[Dataset excerpts]

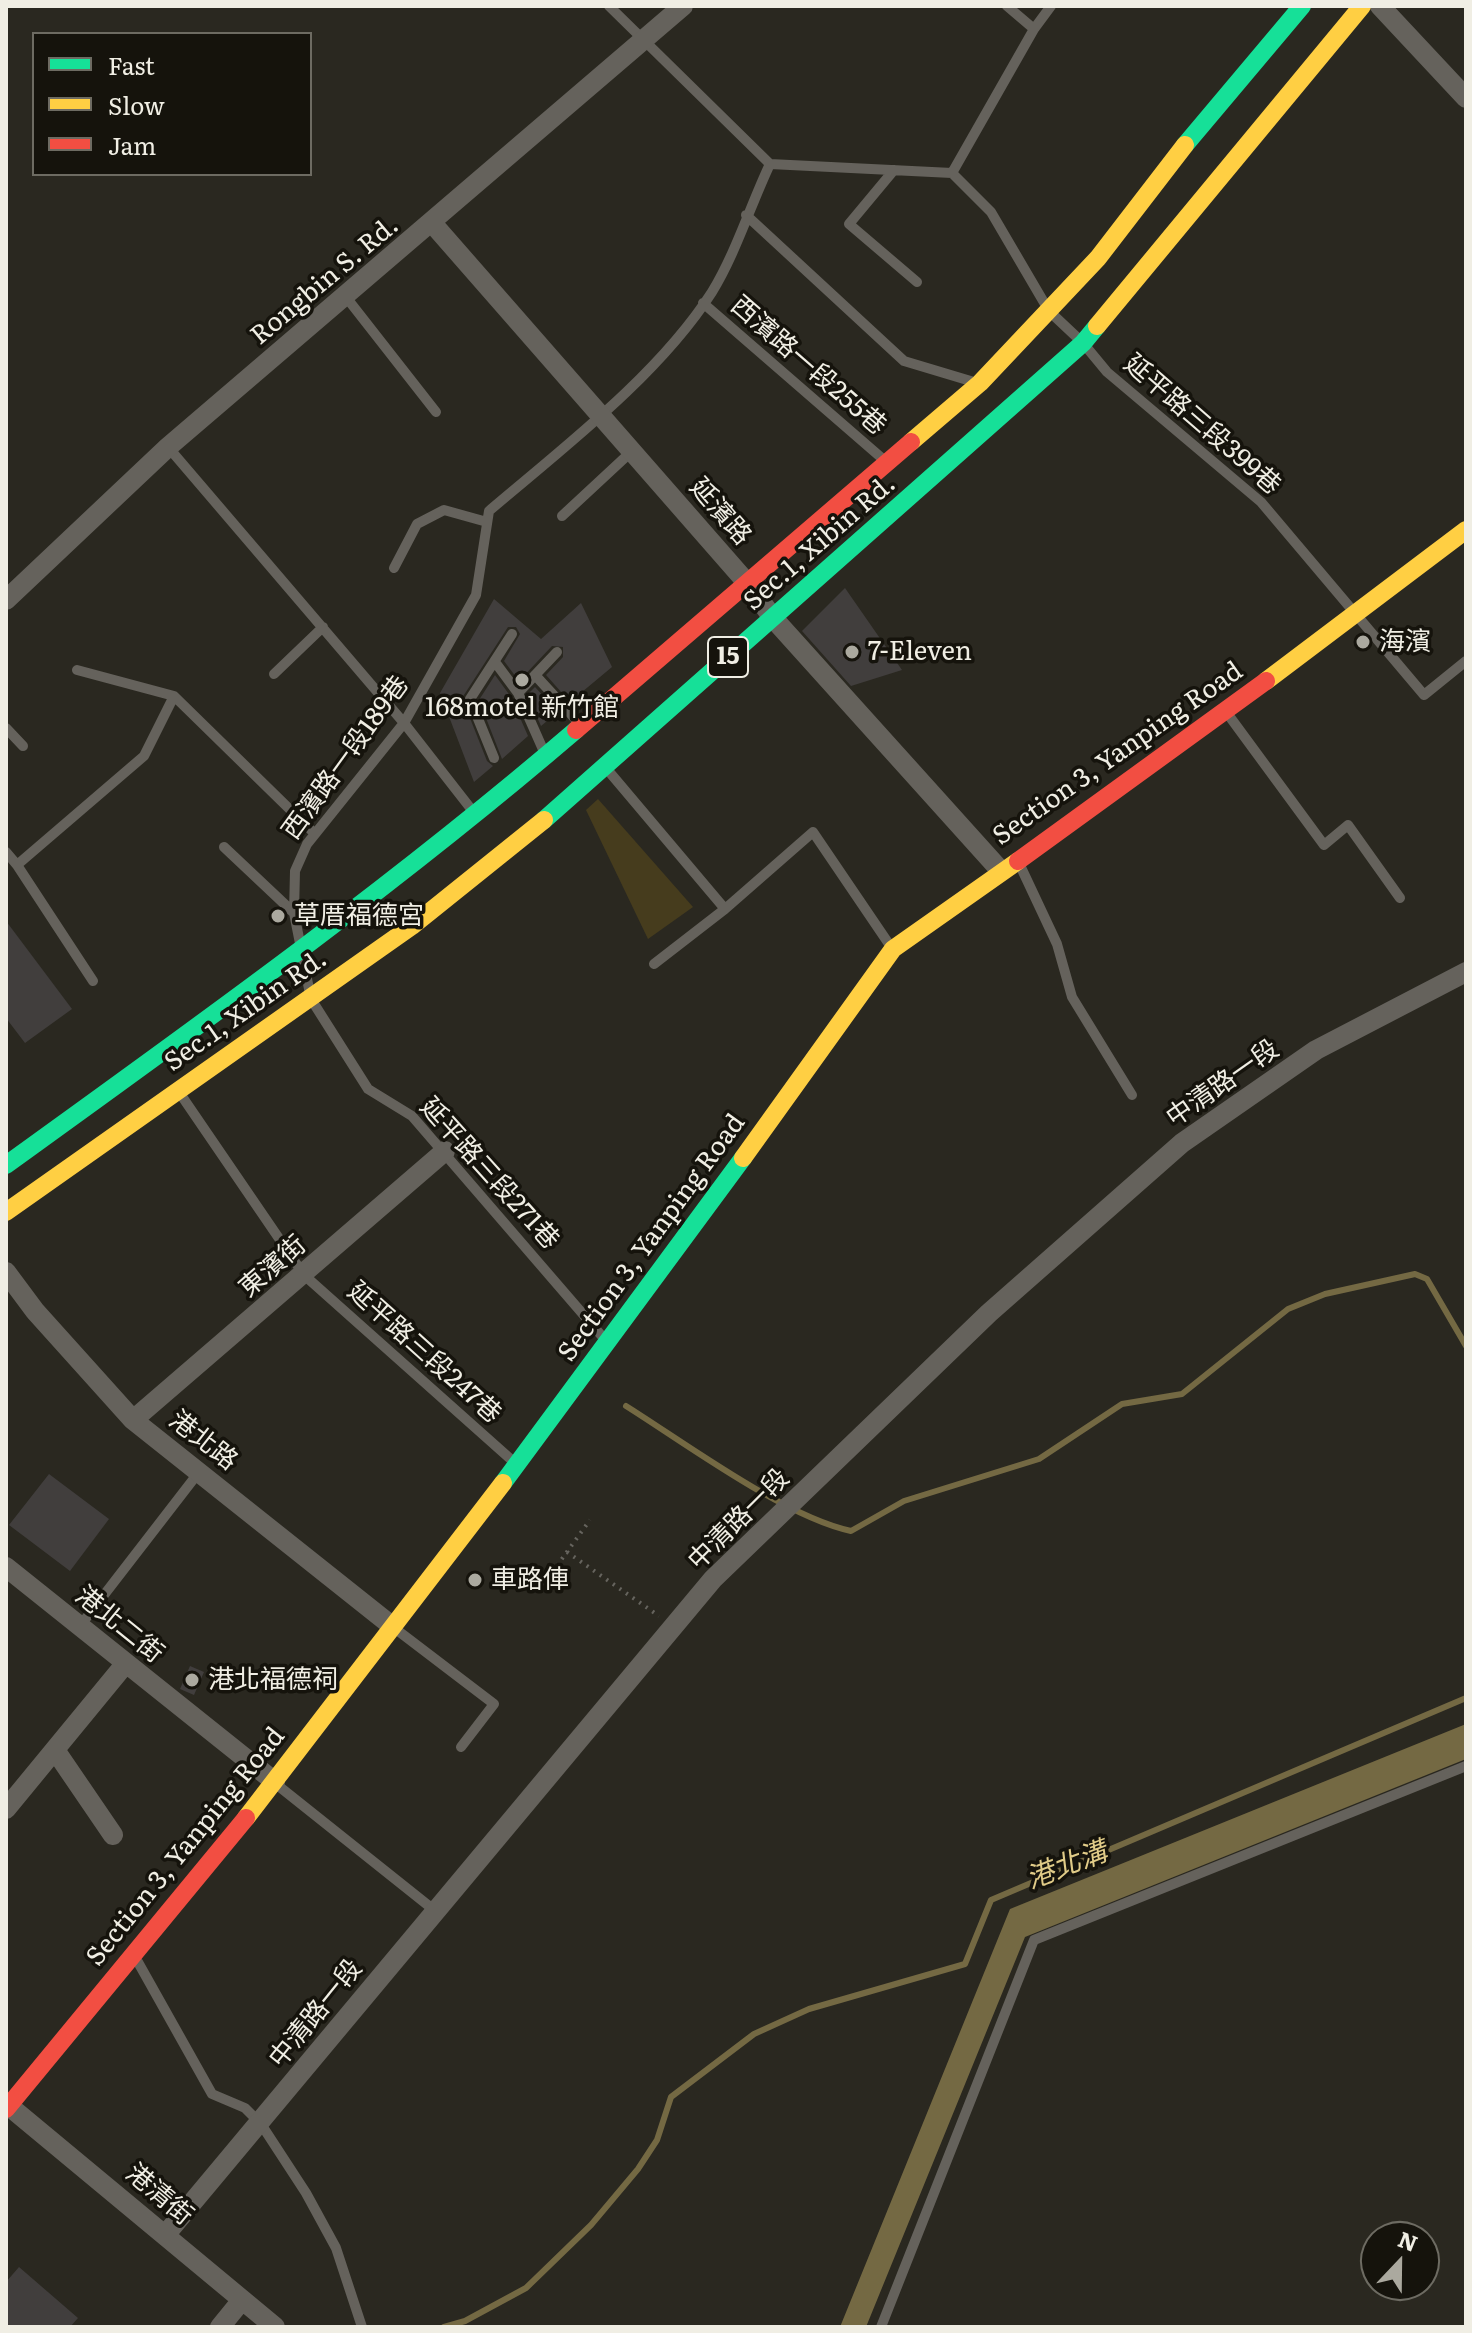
<!DOCTYPE html>
<meta charset="utf-8">
<style>
body{margin:0}
#map{position:relative;width:1472px;height:2333px;overflow:hidden;background:#2a2820;font-family:Literata,serif}
canvas{display:block}
.frame{position:absolute;inset:0;border:8px solid #f0eee4;pointer-events:none}
.legend{position:absolute;left:32px;top:32px;width:280px;height:144px;box-sizing:border-box;background:#15130c;border:2px solid #6d6b62;margin:0;padding:10px 14px;list-style:none;font-size:24px;color:#f0eee4}
.legend li{display:flex;align-items:center;gap:16px;height:40px}
.legend b{width:40px;border:2px solid #6d6b62}
.north{position:absolute;left:1360px;top:2221px;width:80px;height:80px;box-sizing:border-box;background:#15130c;border:2px solid #6d6b62;border-radius:50%;rotate:22deg;font-size:22px;font-weight:700;line-height:32px;text-align:center;color:#f0eee4}
.north::after{content:'';display:block;margin:auto;width:28px;height:36px;background:#aba99f;clip-path:polygon(50% 0,100% 100%,50% 72%,0 100%)}
</style>
<div id="map">
<canvas width="1472" height="2333"></canvas>
<div class="frame"></div>
<ul class="legend">
<li><b style="height:10px;background:#16e098"></b>Fast</li>
<li><b style="height:10px;background:#ffcf43"></b>Slow</li>
<li><b style="height:10px;background:#f24e42"></b>Jam</li>
</ul>
<div class="north">N</div>
</div>
<script>
const g = document.querySelector('canvas').getContext('2d');
g.lineJoin = 'round';
function fillPath(path, color) {
  g.fillStyle = color;
  g.fill(path, 'evenodd');
}
function strokePath(path, color, width, dash) {
  g.strokeStyle = color;
  g.lineWidth = width;
  g.lineCap = dash ? 'butt' : 'round';
  g.setLineDash(dash || []);
  g.stroke(path);
}
function label(font, color, halo, rows, align = 'center') {
  g.font = font + ' Literata,"Noto Sans TC",serif';
  g.lineWidth = 7;
  g.setLineDash([]);
  g.textBaseline = 'middle';
  g.strokeStyle = halo;
  g.fillStyle = color;
  for (const [text, x, y, turn = 0] of rows) {
    g.save();
    g.translate(x, y);
    g.rotate((+turn || 0) * Math.PI / 180);
    g.textAlign = isNaN(turn) ? turn : align;
    if (halo) g.strokeText(text, 0, 0);
    g.fillText(text, 0, 0);
    g.restore();
  }
}
fillPath(new Path2D(`
 M598,799L693,907L648,939L586,810Z`), '#463c1d');
fillPath(new Path2D(`
 M1466,1724V1759L1025,1937L866,2327H840L1010,1909Z`), '#746943');
strokePath(new Path2D(`
 M626,1406C685,1443 785,1517 851,1531L904,1501L1039,1459L1122,1404L1182,1394L1288,1309L1325,1294L1415,1274L1427,1279L1466,1346
 M444,2327L465,2321L526,2288L591,2225L638,2169L657,2140L671,2097L754,2034L809,2009L965,1964L991,1900L1466,1698`), '#746943', 6);
fillPath(new Path2D(`
 M845,588L902,670L851,686L802,631Z
 M494,599L541,639L581,603L612,667L570,702L546,675L563,657V647L552,646L519,681L504,661L520,634L516,627H508L462,698L487,761L493,766L474,782L440,693Z
 M495,675L511,697L528,736L502,759L479,700Z
 M535,687L558,712L541,726L527,695Z
 M6,921L72,1009L25,1043L6,1018Z
 M49,1474L109,1519L70,1571L9,1525Z
 M190,1666L204,1672L194,1695L180,1689Z
 M19,2267L78,2318L70,2327H6V2282Z`), '#413e3d');
strokePath(new Path2D(`
 M567,1552L659,1616
 M543,1585L590,1520`), '#66645e', 4, [2, 6]);
strokePath(new Path2D(`
 M609,6L770,164
 M1034,29L1051,6
 M770,164L952,173L991,212L1049,311L1083,343L1107,372L1261,502L1424,695L1466,661
 M894,170L849,224L917,282
 M952,173L1034,29L1007,6
 M746,215L904,361L974,382
 M346,297L436,412
 M703,303L884,460
 M168,447L404,723L475,814
 M562,516L632,451
 M394,568L417,524L444,510L487,522
 M495,662L518,693L557,652
 M77,670L174,696L315,834
 M274,674L323,627
 M535,675L581,725
 M518,693L545,754
 M1227,713L1324,845L1348,825L1400,898
 M6,728L23,746
 M494,758L470,699L512,634
 M606,768L725,909
 M224,847L294,913
 M6,852L17,865L144,756L174,696
 M1018,861L1057,944L1072,997L1132,1095
 M17,865L93,981
 M654,964L725,909L813,832L891,947
 M179,1092L304,1275L515,1463
 M607,1342L412,1116L368,1089L311,999L294,913L295,871L307,844L404,723L476,595L489,511C563,448 659,375 712,292C735,255 751,204 770,164
 M80,1626L199,1472
 M393,1627L494,1704L461,1747
 M276,1784L434,1910
 M134,1955L212,2094L245,2108L261,2124L306,2193L336,2248L362,2327
 M881,2327L1034,1940L1466,1766`), '#65625c', 10);
strokePath(new Path2D(`
 M1380,6L1466,98
 M433,224L748,584L773,618L1000,870
 M6,600L168,447L683,6
 M6,1272L35,1311L133,1420L392,1626
 M133,1420L445,1151
 M6,1567L275,1782
 M55,1750L113,1835
 M6,1809L126,1663
 M9,2106L275,2327
 M166,2234L713,1579L989,1313L1182,1143L1316,1050L1466,972
 M220,2327L242,2300`), '#65625c', 20);
strokePath(new Path2D(`
 M1185,145L1302,6
 M544,820L1083,343L1097,326
 M6,1165C200,1025 394,886 576,730
 M503,1483L743,1158`), '#16e098', 18);
strokePath(new Path2D(`
 M1097,326L1362,6
 M911,442L980,383L1098,258L1185,145
 M1266,681L1466,530
 M743,1158L893,949L1018,861
 M6,1212L412,926L544,820
 M246,1818L503,1483`), '#ffcf43', 18);
strokePath(new Path2D(`
 M576,730L911,442
 M1018,861L1266,681
 M6,2109L246,1818`), '#f24e42', 18);
for (const [x, y, r, color] of [
 [1363,642,8,"#aba99f"],
 [852,652,8,"#aba99f"],
 [522,680,8,"#aba99f"],
 [278,916,8,"#aba99f"],
 [475,1580,8,"#aba99f"],
 [192,1680,8,"#aba99f"]
]) {
  const dot = new Path2D();
  dot.arc(x, y, r, 0, 2 * Math.PI);
  g.fillStyle = color;
  g.fill(dot);
  strokePath(dot, '#15130c', 3);
}
for (const [x, y, w] of [
 [728,657,40]
]) {
  const box = new Path2D();
  box.roundRect(x - w / 2, y - 20, w, 40, 6);
  g.fillStyle = '#15130c';
  g.fill(box);
  strokePath(box, '#f0eee4', 2);
}
label('bold 24px', '#f0eee4', null, [
 ["15",728,657]
]);
label('26px', '#f0eee4', '#15130c', [
 ["Rongbin S. Rd.",325,281,-40],
 ["西濱路一段255巷",808,366,41],
 ["延平路三段399巷",1202,425,41],
 ["延濱路",720,512,49],
 ["Sec.1, Xibin Rd.",820,543,-41],
 ["Section 3, Yanping Road",1118,754,-35],
 ["西濱路一段189巷",346,758,-54],
 ["Sec.1, Xibin Rd.",246,1011,-35],
 ["中清路一段",1223,1084,-35],
 ["延平路三段271巷",489,1174,48],
 ["Section 3, Yanping Road",652,1238,-54],
 ["東濱街",273,1267,-41],
 ["延平路三段247巷",424,1353,42],
 ["港北路",203,1441,38],
 ["中清路一段",739,1520,-45],
 ["港北二街",119,1625,39],
 ["Section 3, Yanping Road",186,1847,-51],
 ["中清路一段",316,2014,-51],
 ["港清街",159,2195,40]
]);
label('26px', '#f0eee4', '#15130c', [
 ["海濱",1379,642],
 ["7-Eleven",868,652],
 ["168motel 新竹館",522,708,"center"],
 ["草厝福德宮",294,916],
 ["車路俥",491,1580],
 ["港北福德祠",208,1680]
], 'left');
label('italic 28px', '#e0cb88', '#15130c', [
 ["港北溝",1067,1866,-21]
]);
</script>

[/Dataset excerpts]

◆ Task requirements
Your answer should be all lines from the data that contain "serif".

◆ Answer for the task
#map{position:relative;width:1472px;height:2333px;overflow:hidden;background:#2a2820;font-family:Literata,serif}
  g.font = font + ' Literata,"Noto Sans TC",serif';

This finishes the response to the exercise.